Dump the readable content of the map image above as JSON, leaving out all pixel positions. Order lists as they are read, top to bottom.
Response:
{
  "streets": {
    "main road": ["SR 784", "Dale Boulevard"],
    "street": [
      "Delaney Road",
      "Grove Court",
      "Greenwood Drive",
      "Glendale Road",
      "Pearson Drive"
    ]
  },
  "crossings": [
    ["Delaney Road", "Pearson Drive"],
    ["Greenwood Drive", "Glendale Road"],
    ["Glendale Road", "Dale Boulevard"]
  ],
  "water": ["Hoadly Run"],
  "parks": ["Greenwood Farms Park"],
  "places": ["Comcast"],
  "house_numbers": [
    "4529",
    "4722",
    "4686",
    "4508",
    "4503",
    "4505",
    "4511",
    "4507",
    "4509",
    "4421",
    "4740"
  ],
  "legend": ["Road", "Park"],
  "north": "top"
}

• **Action item**: Exact copies of every record above are required.

• **Solved problem**:
Dump the readable content of the map image above as JSON, leaving out all pixel positions. Order lists as they are read, top to bottom.
Response:
{
  "streets": {
    "main road": ["SR 784", "Dale Boulevard"],
    "street": [
      "Delaney Road",
      "Grove Court",
      "Greenwood Drive",
      "Glendale Road",
      "Pearson Drive"
    ]
  },
  "crossings": [
    ["Delaney Road", "Pearson Drive"],
    ["Greenwood Drive", "Glendale Road"],
    ["Glendale Road", "Dale Boulevard"]
  ],
  "water": ["Hoadly Run"],
  "parks": ["Greenwood Farms Park"],
  "places": ["Comcast"],
  "house_numbers": [
    "4529",
    "4722",
    "4686",
    "4508",
    "4503",
    "4505",
    "4511",
    "4507",
    "4509",
    "4421",
    "4740"
  ],
  "legend": ["Road", "Park"],
  "north": "top"
}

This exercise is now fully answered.